Directions - Search the records that follow and extract every line containing the string "Rahman".
----------------
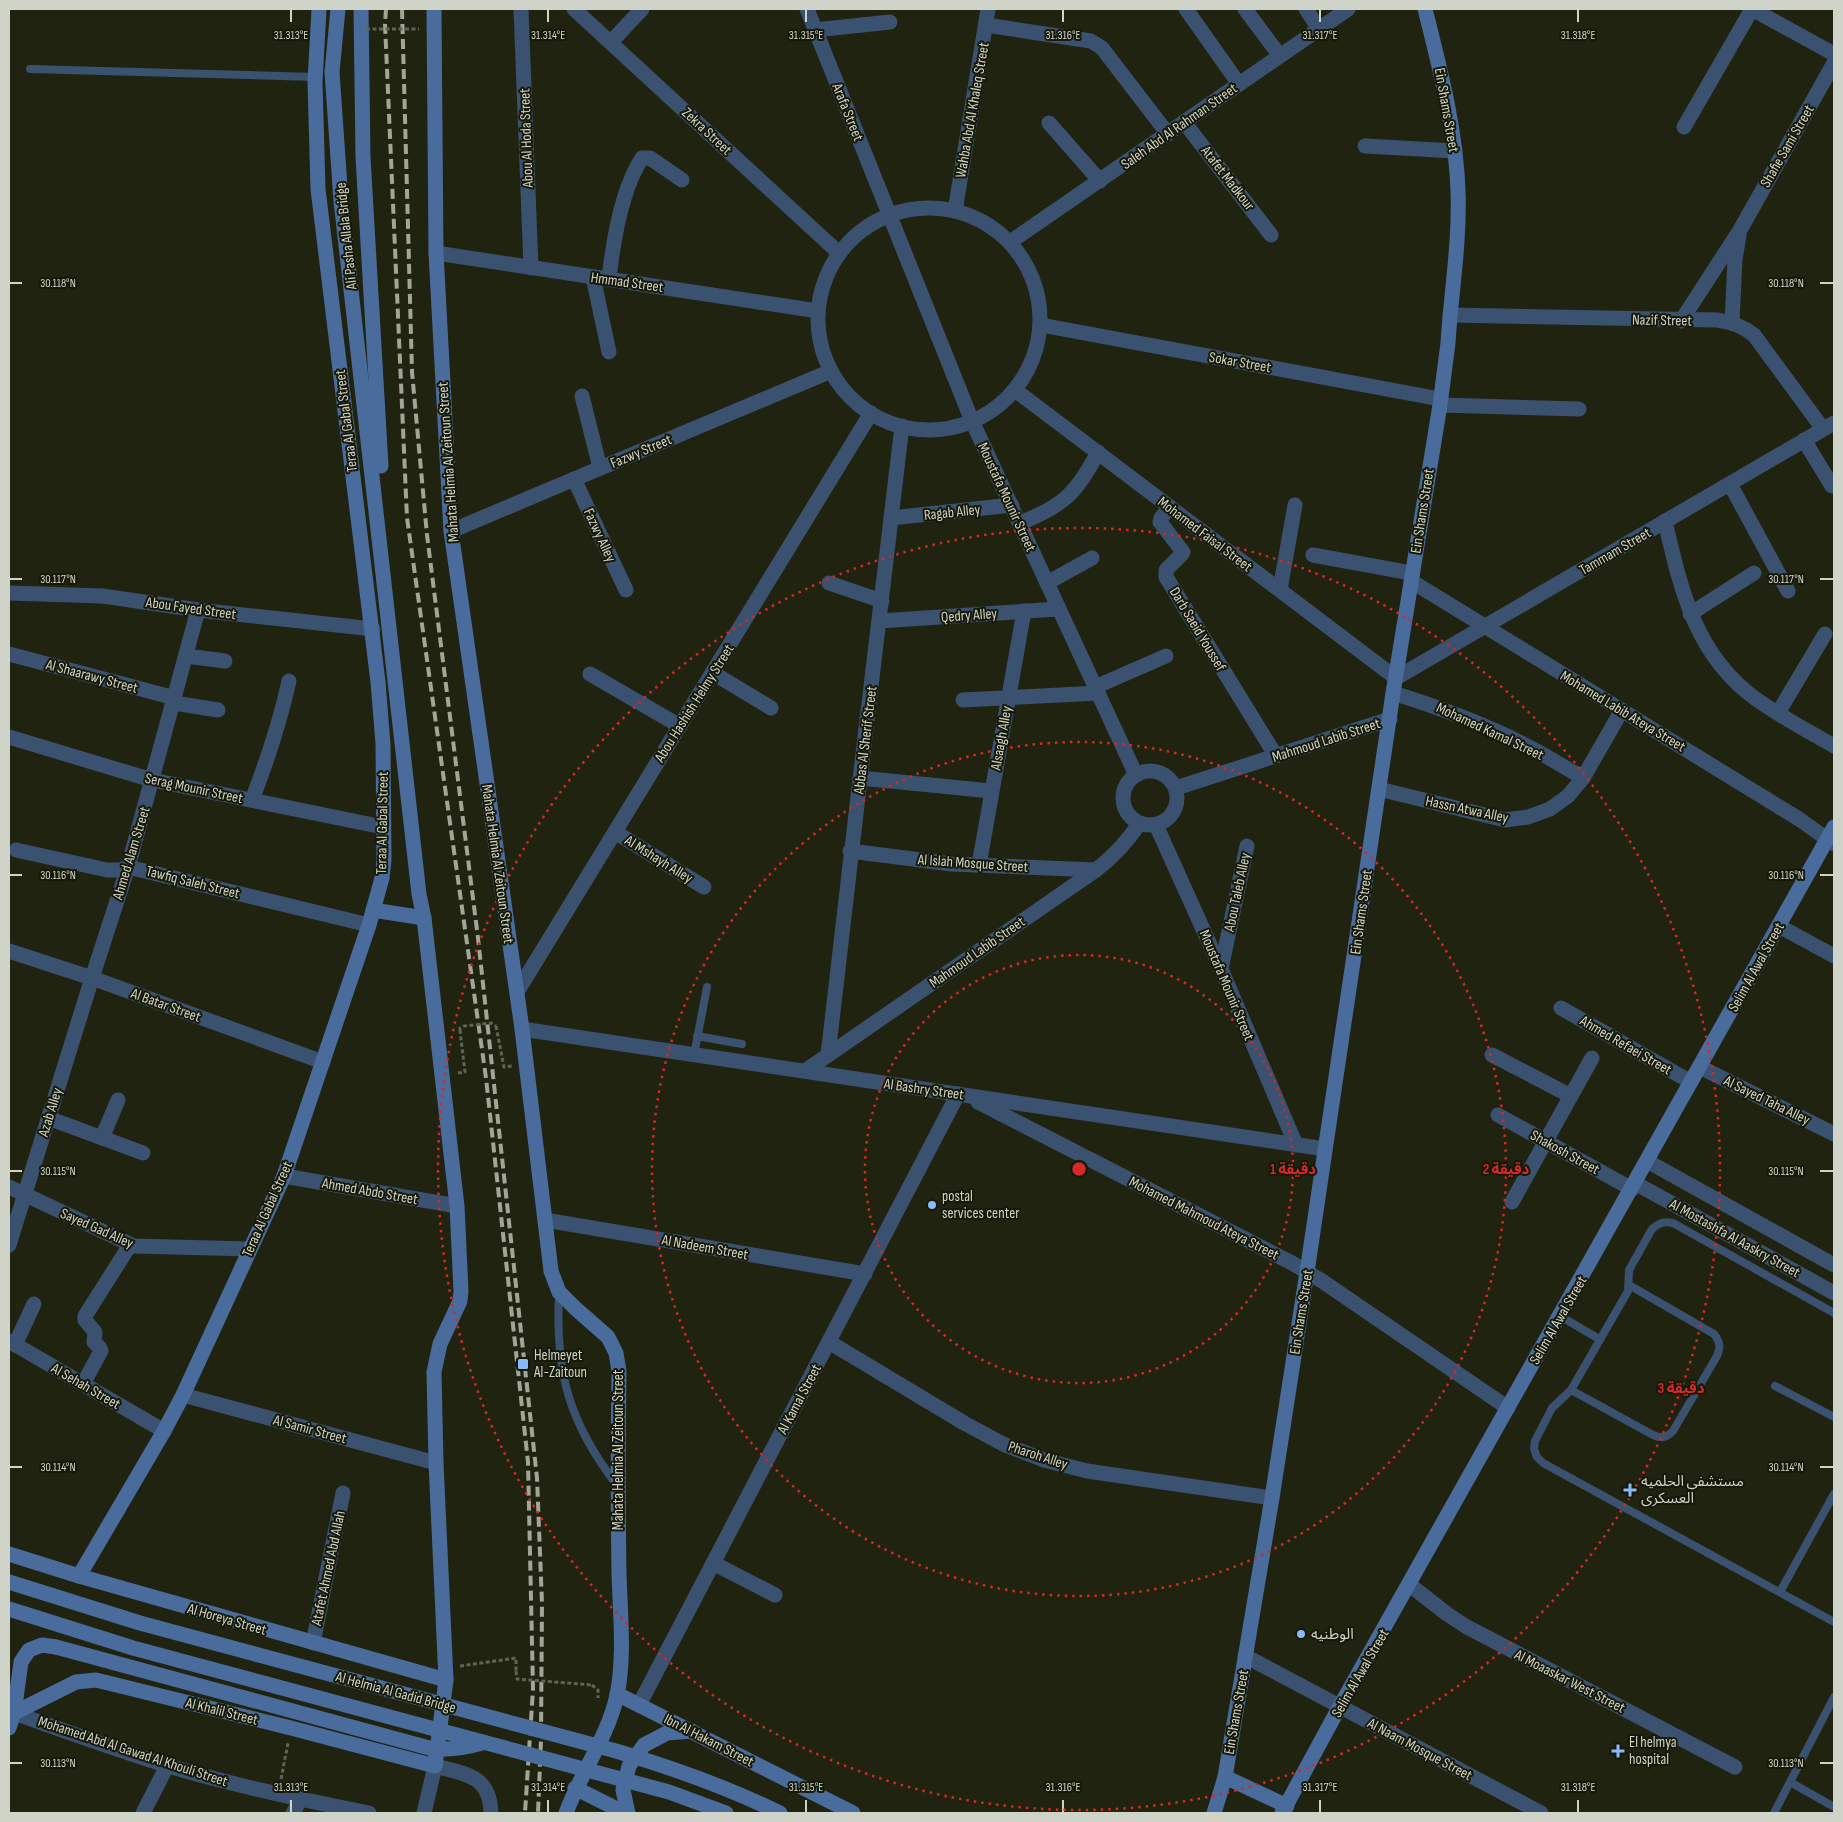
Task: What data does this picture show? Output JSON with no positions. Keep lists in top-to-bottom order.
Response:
{
  "streets": {
    "street": [
      "Wahba Abd Al Khaleq Street",
      "Ein Shams Street",
      "Arafa Street",
      "Saleh Abd Al Rahman Street",
      "Zekra Street",
      "Abou Al Hoda Street",
      "Shafie Sami Street",
      "Atafet Madkour",
      "Ali Pasha Allala Bridge",
      "Hmmad Street",
      "Nazif Street",
      "Sokar Street",
      "Teraa Al Gabal Street",
      "Fazwy Street",
      "Mahata Helmia Al Zeitoun Street",
      "Moustafa Mounir Street",
      "Ragab Alley",
      "Mohamed Faisal Street",
      "Fazwy Alley",
      "Tammam Street",
      "Abou Fayed Street",
      "Qedry Alley",
      "Darb Saeid Youssef",
      "Al Shaarawy Street",
      "Abou Hashish Helmy Street",
      "Mohamed Labib Ateya Street",
      "Mohamed Kamal Street",
      "Alsaagh Alley",
      "Abbas Al Sherif Street",
      "Mahmoud Labib Street",
      "Serag Mounir Street",
      "Hassn Atwa Alley",
      "Ahmed Alam Street",
      "Al Mshayh Alley",
      "Al Islah Mosque Street",
      "Tawfiq Saleh Street",
      "Abou Taleb Alley",
      "Selim Al Awal Street",
      "Al Batar Street",
      "Ahmed Refaei Street",
      "Al Bashry Street",
      "Al Sayed Taha Alley",
      "Azab Alley",
      "Shakosh Street",
      "Ahmed Abdo Street",
      "Mohamed Mahmoud Ateya Street",
      "Sayed Gad Alley",
      "Al Mostashfa Al Aaskry Street",
      "Al Nadeem Street",
      "Al Sehah Street",
      "Al Kamal Street",
      "Al Samir Street",
      "Pharoh Alley",
      "Atafet Ahmed Abd Allah",
      "Al Horeya Street",
      "Al Moaaskar West Street",
      "Al Helmia Al Gadid Bridge",
      "Al Khalil Street",
      "Ibn Al Hakam Street",
      "Al Naam Mosque Street",
      "Mohamed Abd Al Gawad Al Khouli Street"
    ]
  },
  "crossings": [
    ["Ein Shams Street", "Nazif Street"],
    ["Ein Shams Street", "Sokar Street"],
    ["Ein Shams Street", "Mohamed Faisal Street"],
    ["Ein Shams Street", "Tammam Street"],
    ["Ein Shams Street", "Mohamed Labib Ateya Street"],
    ["Ein Shams Street", "Mohamed Kamal Street"],
    ["Ein Shams Street", "Mahmoud Labib Street"],
    ["Ein Shams Street", "Hassn Atwa Alley"],
    ["Ein Shams Street", "Al Bashry Street"],
    ["Ein Shams Street", "Mohamed Mahmoud Ateya Street"],
    ["Ein Shams Street", "Pharoh Alley"],
    ["Ein Shams Street", "Al Naam Mosque Street"],
    ["Arafa Street", "Moustafa Mounir Street"],
    ["Saleh Abd Al Rahman Street", "Atafet Madkour"],
    ["Abou Al Hoda Street", "Hmmad Street"],
    ["Shafie Sami Street", "Nazif Street"],
    ["Ali Pasha Allala Bridge", "Teraa Al Gabal Street"],
    ["Hmmad Street", "Mahata Helmia Al Zeitoun Street"],
    ["Nazif Street", "Tammam Street"],
    ["Teraa Al Gabal Street", "Abou Fayed Street"],
    ["Teraa Al Gabal Street", "Serag Mounir Street"],
    ["Teraa Al Gabal Street", "Tawfiq Saleh Street"],
    ["Teraa Al Gabal Street", "Al Batar Street"],
    ["Teraa Al Gabal Street", "Ahmed Abdo Street"],
    ["Teraa Al Gabal Street", "Sayed Gad Alley"],
    ["Teraa Al Gabal Street", "Al Sehah Street"],
    ["Teraa Al Gabal Street", "Al Samir Street"],
    ["Teraa Al Gabal Street", "Al Horeya Street"],
    ["Fazwy Street", "Mahata Helmia Al Zeitoun Street"],
    ["Fazwy Street", "Fazwy Alley"],
    ["Mahata Helmia Al Zeitoun Street", "Abou Hashish Helmy Street"],
    ["Mahata Helmia Al Zeitoun Street", "Al Bashry Street"],
    ["Mahata Helmia Al Zeitoun Street", "Al Nadeem Street"],
    ["Mahata Helmia Al Zeitoun Street", "Ibn Al Hakam Street"],
    ["Moustafa Mounir Street", "Ragab Alley"],
    ["Moustafa Mounir Street", "Qedry Alley"],
    ["Moustafa Mounir Street", "Mahmoud Labib Street"],
    ["Moustafa Mounir Street", "Abou Taleb Alley"],
    ["Moustafa Mounir Street", "Al Bashry Street"],
    ["Ragab Alley", "Abbas Al Sherif Street"],
    ["Mohamed Faisal Street", "Tammam Street"],
    ["Mohamed Faisal Street", "Darb Saeid Youssef"],
    ["Mohamed Faisal Street", "Mohamed Kamal Street"],
    ["Tammam Street", "Mohamed Labib Ateya Street"],
    ["Tammam Street", "Mohamed Kamal Street"],
    ["Abou Fayed Street", "Ahmed Alam Street"],
    ["Qedry Alley", "Alsaagh Alley"],
    ["Qedry Alley", "Abbas Al Sherif Street"],
    ["Darb Saeid Youssef", "Mahmoud Labib Street"],
    ["Al Shaarawy Street", "Ahmed Alam Street"],
    ["Abou Hashish Helmy Street", "Al Mshayh Alley"],
    ["Mohamed Labib Ateya Street", "Hassn Atwa Alley"],
    ["Mohamed Labib Ateya Street", "Selim Al Awal Street"],
    ["Mohamed Kamal Street", "Hassn Atwa Alley"],
    ["Alsaagh Alley", "Al Islah Mosque Street"],
    ["Abbas Al Sherif Street", "Mahmoud Labib Street"],
    ["Abbas Al Sherif Street", "Al Islah Mosque Street"],
    ["Mahmoud Labib Street", "Al Islah Mosque Street"],
    ["Mahmoud Labib Street", "Al Bashry Street"],
    ["Serag Mounir Street", "Ahmed Alam Street"],
    ["Ahmed Alam Street", "Tawfiq Saleh Street"],
    ["Ahmed Alam Street", "Al Batar Street"],
    ["Ahmed Alam Street", "Azab Alley"],
    ["Selim Al Awal Street", "Ahmed Refaei Street"],
    ["Selim Al Awal Street", "Al Sayed Taha Alley"],
    ["Selim Al Awal Street", "Shakosh Street"],
    ["Selim Al Awal Street", "Mohamed Mahmoud Ateya Street"],
    ["Selim Al Awal Street", "Al Mostashfa Al Aaskry Street"],
    ["Selim Al Awal Street", "Al Moaaskar West Street"],
    ["Selim Al Awal Street", "Al Naam Mosque Street"],
    ["Al Batar Street", "Azab Alley"],
    ["Al Bashry Street", "Mohamed Mahmoud Ateya Street"],
    ["Al Bashry Street", "Al Kamal Street"],
    ["Azab Alley", "Sayed Gad Alley"],
    ["Shakosh Street", "Al Mostashfa Al Aaskry Street"],
    ["Mohamed Mahmoud Ateya Street", "Al Kamal Street"],
    ["Al Nadeem Street", "Al Kamal Street"],
    ["Al Kamal Street", "Pharoh Alley"],
    ["Al Kamal Street", "Ibn Al Hakam Street"],
    ["Atafet Ahmed Abd Allah", "Al Horeya Street"],
    ["Al Khalil Street", "Mohamed Abd Al Gawad Al Khouli Street"]
  ],
  "places": {
    "other": ["postal services center", "الوطنيه"],
    "transit": ["Helmeyet Al-Zaitoun"],
    "health": ["مستشفى الحلميه العسكرى", "El helmya hospital"]
  },
  "coordinates": [
    "31.313°E",
    "31.314°E",
    "31.315°E",
    "31.316°E",
    "31.317°E",
    "31.318°E",
    "30.118°N",
    "30.117°N",
    "30.116°N",
    "30.115°N",
    "30.114°N",
    "30.113°N"
  ],
  "rings": ["1 دقيقة", "2 دقيقة", "3 دقيقة"]
}
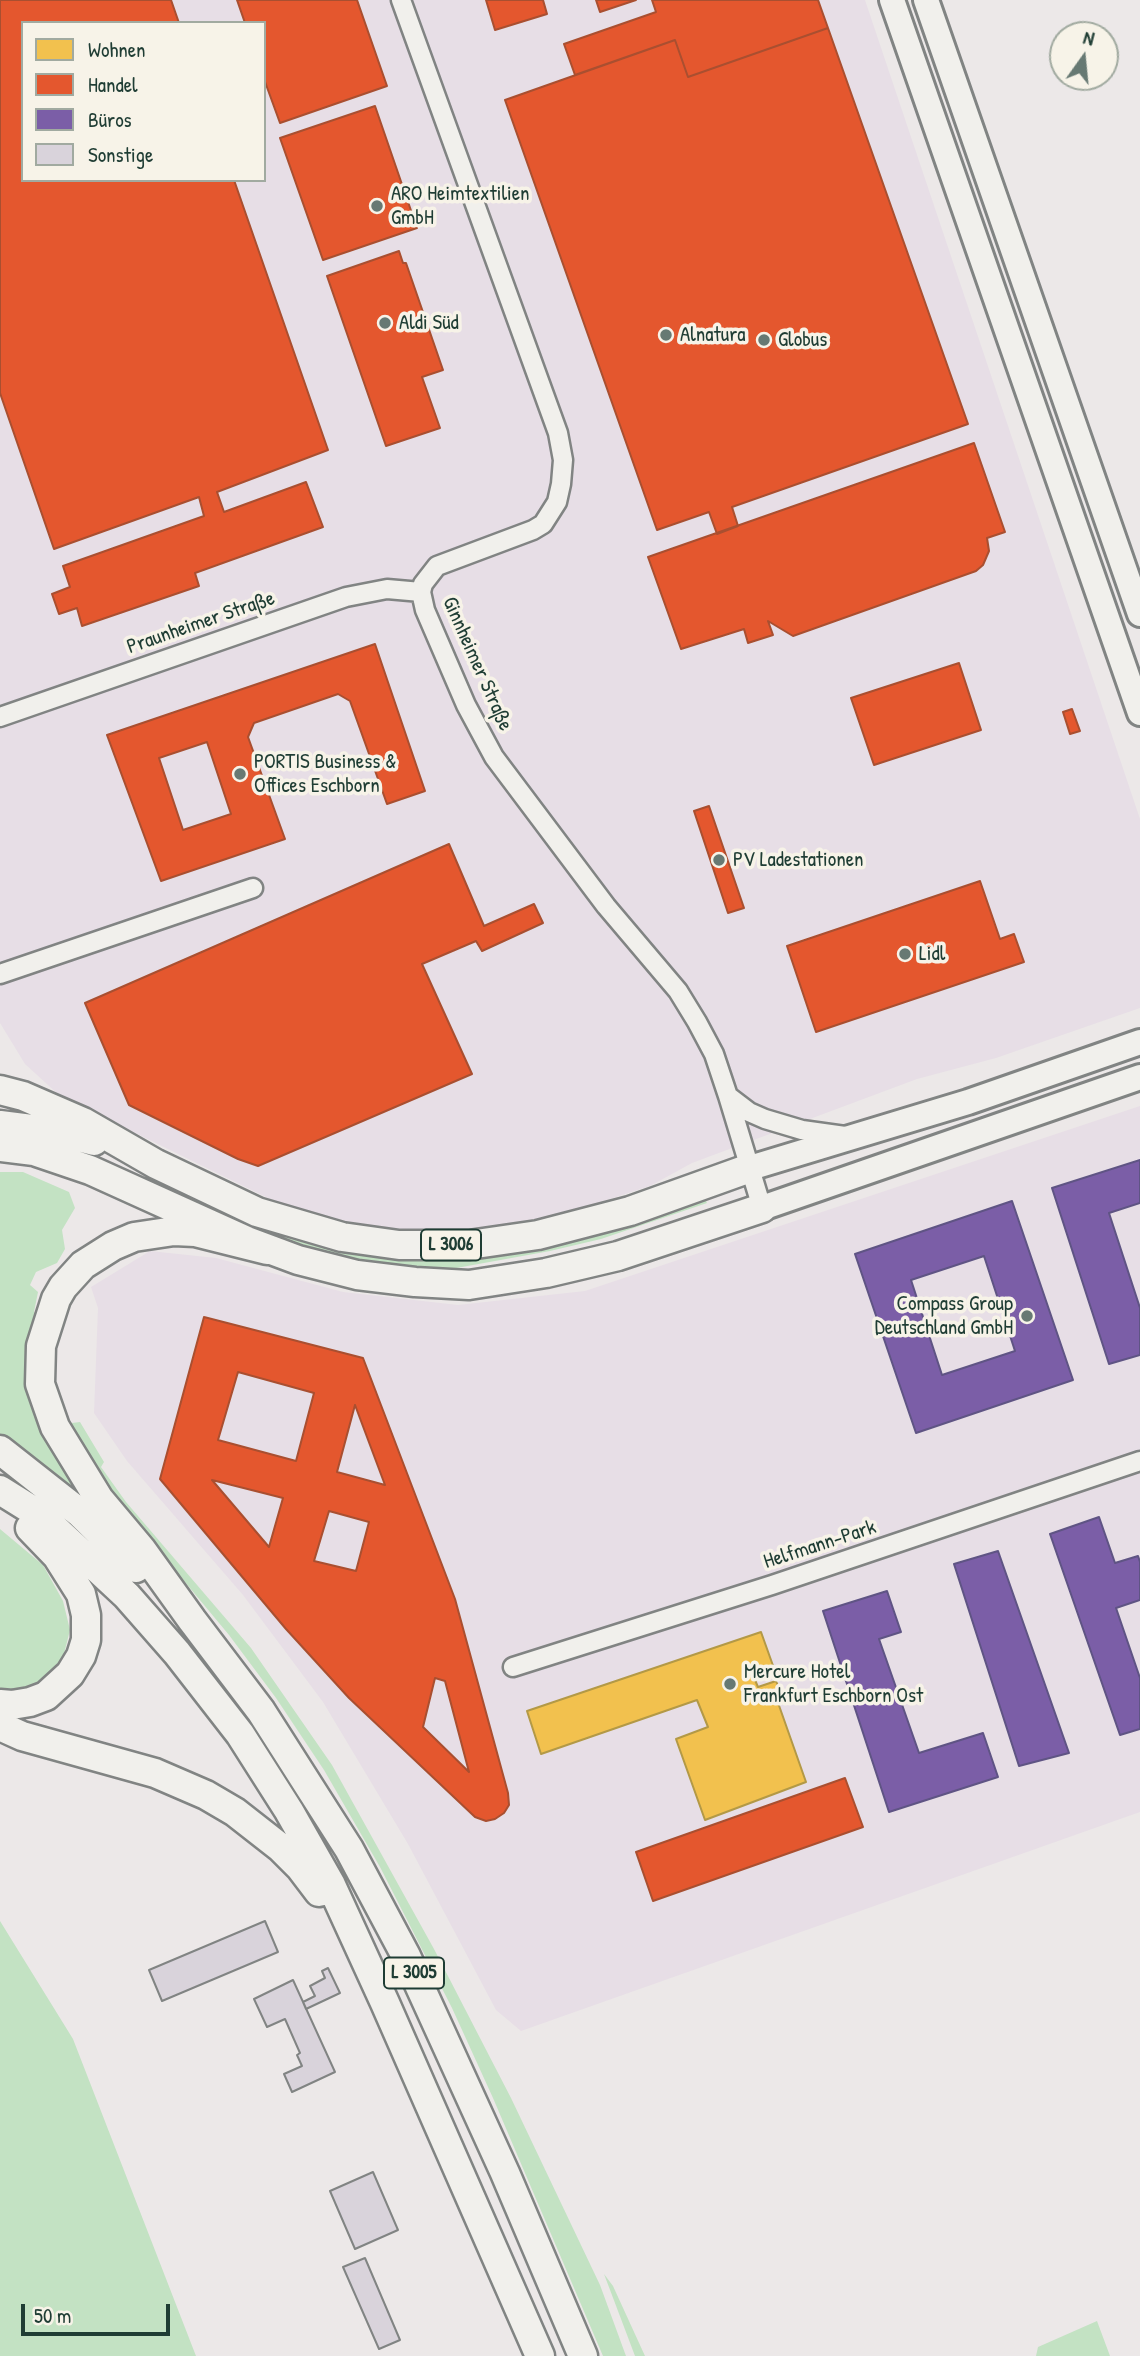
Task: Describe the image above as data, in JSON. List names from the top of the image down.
{
  "streets": {
    "highway": ["L 3006", "L 3005"],
    "street": ["Praunheimer Straße", "Ginnheimer Straße", "Helfmann-Park"]
  },
  "crossings": [
    ["Praunheimer Straße", "Ginnheimer Straße"],
    ["Ginnheimer Straße", "L 3006"]
  ],
  "places": [
    "ARO Heimtextilien GmbH",
    "Aldi Süd",
    "Alnatura",
    "Globus",
    "PORTIS Business & Offices Eschborn",
    "PV Ladestationen",
    "Lidl",
    "Compass Group Deutschland GmbH",
    "Mercure Hotel Frankfurt Eschborn Ost"
  ],
  "legend": [
    "Wohnen",
    "Handel",
    "Büros",
    "Sonstige"
  ],
  "scale_bar": "50 m",
  "north": "top"
}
----------------
Written solution -
      "Saleh Abd Al Rahman Street",
    ["Saleh Abd Al Rahman Street", "Atafet Madkour"],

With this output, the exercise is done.